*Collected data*
:::::

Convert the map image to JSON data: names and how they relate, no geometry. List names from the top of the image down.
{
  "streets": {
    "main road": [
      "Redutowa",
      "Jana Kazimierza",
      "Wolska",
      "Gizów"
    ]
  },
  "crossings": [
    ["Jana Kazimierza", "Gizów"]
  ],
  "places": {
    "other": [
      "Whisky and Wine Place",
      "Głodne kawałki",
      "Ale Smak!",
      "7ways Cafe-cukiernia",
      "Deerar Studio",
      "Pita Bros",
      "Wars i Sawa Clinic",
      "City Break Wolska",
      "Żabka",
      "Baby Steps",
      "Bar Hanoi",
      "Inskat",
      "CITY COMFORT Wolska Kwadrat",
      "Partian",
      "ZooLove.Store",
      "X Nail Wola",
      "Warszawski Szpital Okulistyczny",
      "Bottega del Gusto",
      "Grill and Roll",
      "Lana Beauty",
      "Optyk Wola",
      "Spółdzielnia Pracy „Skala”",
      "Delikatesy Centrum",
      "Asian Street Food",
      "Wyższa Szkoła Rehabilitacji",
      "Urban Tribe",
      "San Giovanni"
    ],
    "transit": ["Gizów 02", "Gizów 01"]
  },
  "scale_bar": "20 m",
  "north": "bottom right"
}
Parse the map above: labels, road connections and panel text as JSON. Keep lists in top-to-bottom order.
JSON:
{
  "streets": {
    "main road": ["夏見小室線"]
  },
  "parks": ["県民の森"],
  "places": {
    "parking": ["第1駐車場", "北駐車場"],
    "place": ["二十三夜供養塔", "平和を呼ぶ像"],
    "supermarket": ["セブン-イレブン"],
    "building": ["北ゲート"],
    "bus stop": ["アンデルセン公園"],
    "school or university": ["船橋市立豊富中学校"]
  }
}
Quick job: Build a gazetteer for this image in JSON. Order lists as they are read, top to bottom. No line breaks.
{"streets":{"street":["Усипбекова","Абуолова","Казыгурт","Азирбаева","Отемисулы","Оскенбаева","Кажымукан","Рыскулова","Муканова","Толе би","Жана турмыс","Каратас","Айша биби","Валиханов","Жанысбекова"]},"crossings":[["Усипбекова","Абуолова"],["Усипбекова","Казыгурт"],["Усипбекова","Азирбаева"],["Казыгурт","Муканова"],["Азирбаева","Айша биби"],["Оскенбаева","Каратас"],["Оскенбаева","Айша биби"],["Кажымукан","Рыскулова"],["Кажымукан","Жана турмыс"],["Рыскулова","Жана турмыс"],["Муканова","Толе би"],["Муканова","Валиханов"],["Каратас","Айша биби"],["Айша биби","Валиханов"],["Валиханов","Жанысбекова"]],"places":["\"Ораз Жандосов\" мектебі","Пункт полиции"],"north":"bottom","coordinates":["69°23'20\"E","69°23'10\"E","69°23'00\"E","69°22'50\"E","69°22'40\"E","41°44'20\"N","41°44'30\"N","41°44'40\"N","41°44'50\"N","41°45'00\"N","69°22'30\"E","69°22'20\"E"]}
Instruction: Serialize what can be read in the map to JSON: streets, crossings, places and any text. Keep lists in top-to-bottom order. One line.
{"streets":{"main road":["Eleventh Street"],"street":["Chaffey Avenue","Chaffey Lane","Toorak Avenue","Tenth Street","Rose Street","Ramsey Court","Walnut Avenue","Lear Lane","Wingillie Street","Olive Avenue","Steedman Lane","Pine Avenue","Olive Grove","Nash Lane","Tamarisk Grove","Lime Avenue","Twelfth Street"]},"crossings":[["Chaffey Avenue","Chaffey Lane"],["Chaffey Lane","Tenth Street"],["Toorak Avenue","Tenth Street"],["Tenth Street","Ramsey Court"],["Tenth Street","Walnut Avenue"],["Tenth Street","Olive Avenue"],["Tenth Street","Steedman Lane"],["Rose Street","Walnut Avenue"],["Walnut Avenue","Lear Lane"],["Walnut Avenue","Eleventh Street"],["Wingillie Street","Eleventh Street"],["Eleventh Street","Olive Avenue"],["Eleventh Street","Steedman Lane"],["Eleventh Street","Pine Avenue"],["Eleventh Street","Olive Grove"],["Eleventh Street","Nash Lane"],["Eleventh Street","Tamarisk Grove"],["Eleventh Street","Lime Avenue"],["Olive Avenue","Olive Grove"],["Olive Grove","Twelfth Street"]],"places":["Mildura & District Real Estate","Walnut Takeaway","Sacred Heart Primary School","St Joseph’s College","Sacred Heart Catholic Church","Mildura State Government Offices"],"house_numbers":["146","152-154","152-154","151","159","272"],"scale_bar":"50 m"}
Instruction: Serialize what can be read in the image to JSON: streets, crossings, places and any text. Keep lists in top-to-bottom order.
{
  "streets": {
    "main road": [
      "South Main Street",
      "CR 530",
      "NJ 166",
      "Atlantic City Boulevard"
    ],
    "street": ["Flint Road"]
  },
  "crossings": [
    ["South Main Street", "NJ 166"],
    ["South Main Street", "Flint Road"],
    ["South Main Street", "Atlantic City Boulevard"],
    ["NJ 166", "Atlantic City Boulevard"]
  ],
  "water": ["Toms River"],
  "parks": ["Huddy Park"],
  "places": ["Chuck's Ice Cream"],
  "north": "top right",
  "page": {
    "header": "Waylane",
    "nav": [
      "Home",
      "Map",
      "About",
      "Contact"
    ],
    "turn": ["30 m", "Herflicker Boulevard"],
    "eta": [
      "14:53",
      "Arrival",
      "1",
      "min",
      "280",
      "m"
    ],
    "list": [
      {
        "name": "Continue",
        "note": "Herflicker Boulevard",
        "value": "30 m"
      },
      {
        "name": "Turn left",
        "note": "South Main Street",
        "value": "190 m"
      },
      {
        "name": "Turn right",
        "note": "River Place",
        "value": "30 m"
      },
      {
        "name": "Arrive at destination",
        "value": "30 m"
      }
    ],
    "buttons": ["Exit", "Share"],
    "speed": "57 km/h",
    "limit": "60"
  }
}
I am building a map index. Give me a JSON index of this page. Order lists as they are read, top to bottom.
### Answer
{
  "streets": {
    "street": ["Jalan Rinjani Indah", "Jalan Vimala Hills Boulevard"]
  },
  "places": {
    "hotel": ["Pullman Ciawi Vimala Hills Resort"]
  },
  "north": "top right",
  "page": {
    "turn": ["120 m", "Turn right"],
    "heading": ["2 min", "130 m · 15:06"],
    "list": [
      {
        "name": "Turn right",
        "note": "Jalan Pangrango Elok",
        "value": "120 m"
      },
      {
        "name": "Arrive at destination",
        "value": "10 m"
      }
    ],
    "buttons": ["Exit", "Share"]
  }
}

:::::

Letter for letter, copy all of the entries above.

Convert the map image to JSON data: names and how they relate, no geometry. List names from the top of the image down.
{
  "streets": {
    "main road": [
      "Redutowa",
      "Jana Kazimierza",
      "Wolska",
      "Gizów"
    ]
  },
  "crossings": [
    ["Jana Kazimierza", "Gizów"]
  ],
  "places": {
    "other": [
      "Whisky and Wine Place",
      "Głodne kawałki",
      "Ale Smak!",
      "7ways Cafe-cukiernia",
      "Deerar Studio",
      "Pita Bros",
      "Wars i Sawa Clinic",
      "City Break Wolska",
      "Żabka",
      "Baby Steps",
      "Bar Hanoi",
      "Inskat",
      "CITY COMFORT Wolska Kwadrat",
      "Partian",
      "ZooLove.Store",
      "X Nail Wola",
      "Warszawski Szpital Okulistyczny",
      "Bottega del Gusto",
      "Grill and Roll",
      "Lana Beauty",
      "Optyk Wola",
      "Spółdzielnia Pracy „Skala”",
      "Delikatesy Centrum",
      "Asian Street Food",
      "Wyższa Szkoła Rehabilitacji",
      "Urban Tribe",
      "San Giovanni"
    ],
    "transit": ["Gizów 02", "Gizów 01"]
  },
  "scale_bar": "20 m",
  "north": "bottom right"
}
Parse the map above: labels, road connections and panel text as JSON. Keep lists in top-to-bottom order.
JSON:
{
  "streets": {
    "main road": ["夏見小室線"]
  },
  "parks": ["県民の森"],
  "places": {
    "parking": ["第1駐車場", "北駐車場"],
    "place": ["二十三夜供養塔", "平和を呼ぶ像"],
    "supermarket": ["セブン-イレブン"],
    "building": ["北ゲート"],
    "bus stop": ["アンデルセン公園"],
    "school or university": ["船橋市立豊富中学校"]
  }
}
Quick job: Build a gazetteer for this image in JSON. Order lists as they are read, top to bottom. No line breaks.
{"streets":{"street":["Усипбекова","Абуолова","Казыгурт","Азирбаева","Отемисулы","Оскенбаева","Кажымукан","Рыскулова","Муканова","Толе би","Жана турмыс","Каратас","Айша биби","Валиханов","Жанысбекова"]},"crossings":[["Усипбекова","Абуолова"],["Усипбекова","Казыгурт"],["Усипбекова","Азирбаева"],["Казыгурт","Муканова"],["Азирбаева","Айша биби"],["Оскенбаева","Каратас"],["Оскенбаева","Айша биби"],["Кажымукан","Рыскулова"],["Кажымукан","Жана турмыс"],["Рыскулова","Жана турмыс"],["Муканова","Толе би"],["Муканова","Валиханов"],["Каратас","Айша биби"],["Айша биби","Валиханов"],["Валиханов","Жанысбекова"]],"places":["\"Ораз Жандосов\" мектебі","Пункт полиции"],"north":"bottom","coordinates":["69°23'20\"E","69°23'10\"E","69°23'00\"E","69°22'50\"E","69°22'40\"E","41°44'20\"N","41°44'30\"N","41°44'40\"N","41°44'50\"N","41°45'00\"N","69°22'30\"E","69°22'20\"E"]}
Instruction: Serialize what can be read in the map to JSON: streets, crossings, places and any text. Keep lists in top-to-bottom order. One line.
{"streets":{"main road":["Eleventh Street"],"street":["Chaffey Avenue","Chaffey Lane","Toorak Avenue","Tenth Street","Rose Street","Ramsey Court","Walnut Avenue","Lear Lane","Wingillie Street","Olive Avenue","Steedman Lane","Pine Avenue","Olive Grove","Nash Lane","Tamarisk Grove","Lime Avenue","Twelfth Street"]},"crossings":[["Chaffey Avenue","Chaffey Lane"],["Chaffey Lane","Tenth Street"],["Toorak Avenue","Tenth Street"],["Tenth Street","Ramsey Court"],["Tenth Street","Walnut Avenue"],["Tenth Street","Olive Avenue"],["Tenth Street","Steedman Lane"],["Rose Street","Walnut Avenue"],["Walnut Avenue","Lear Lane"],["Walnut Avenue","Eleventh Street"],["Wingillie Street","Eleventh Street"],["Eleventh Street","Olive Avenue"],["Eleventh Street","Steedman Lane"],["Eleventh Street","Pine Avenue"],["Eleventh Street","Olive Grove"],["Eleventh Street","Nash Lane"],["Eleventh Street","Tamarisk Grove"],["Eleventh Street","Lime Avenue"],["Olive Avenue","Olive Grove"],["Olive Grove","Twelfth Street"]],"places":["Mildura & District Real Estate","Walnut Takeaway","Sacred Heart Primary School","St Joseph’s College","Sacred Heart Catholic Church","Mildura State Government Offices"],"house_numbers":["146","152-154","152-154","151","159","272"],"scale_bar":"50 m"}
Instruction: Serialize what can be read in the image to JSON: streets, crossings, places and any text. Keep lists in top-to-bottom order.
{
  "streets": {
    "main road": [
      "South Main Street",
      "CR 530",
      "NJ 166",
      "Atlantic City Boulevard"
    ],
    "street": ["Flint Road"]
  },
  "crossings": [
    ["South Main Street", "NJ 166"],
    ["South Main Street", "Flint Road"],
    ["South Main Street", "Atlantic City Boulevard"],
    ["NJ 166", "Atlantic City Boulevard"]
  ],
  "water": ["Toms River"],
  "parks": ["Huddy Park"],
  "places": ["Chuck's Ice Cream"],
  "north": "top right",
  "page": {
    "header": "Waylane",
    "nav": [
      "Home",
      "Map",
      "About",
      "Contact"
    ],
    "turn": ["30 m", "Herflicker Boulevard"],
    "eta": [
      "14:53",
      "Arrival",
      "1",
      "min",
      "280",
      "m"
    ],
    "list": [
      {
        "name": "Continue",
        "note": "Herflicker Boulevard",
        "value": "30 m"
      },
      {
        "name": "Turn left",
        "note": "South Main Street",
        "value": "190 m"
      },
      {
        "name": "Turn right",
        "note": "River Place",
        "value": "30 m"
      },
      {
        "name": "Arrive at destination",
        "value": "30 m"
      }
    ],
    "buttons": ["Exit", "Share"],
    "speed": "57 km/h",
    "limit": "60"
  }
}
I am building a map index. Give me a JSON index of this page. Order lists as they are read, top to bottom.
### Answer
{
  "streets": {
    "street": ["Jalan Rinjani Indah", "Jalan Vimala Hills Boulevard"]
  },
  "places": {
    "hotel": ["Pullman Ciawi Vimala Hills Resort"]
  },
  "north": "top right",
  "page": {
    "turn": ["120 m", "Turn right"],
    "heading": ["2 min", "130 m · 15:06"],
    "list": [
      {
        "name": "Turn right",
        "note": "Jalan Pangrango Elok",
        "value": "120 m"
      },
      {
        "name": "Arrive at destination",
        "value": "10 m"
      }
    ],
    "buttons": ["Exit", "Share"]
  }
}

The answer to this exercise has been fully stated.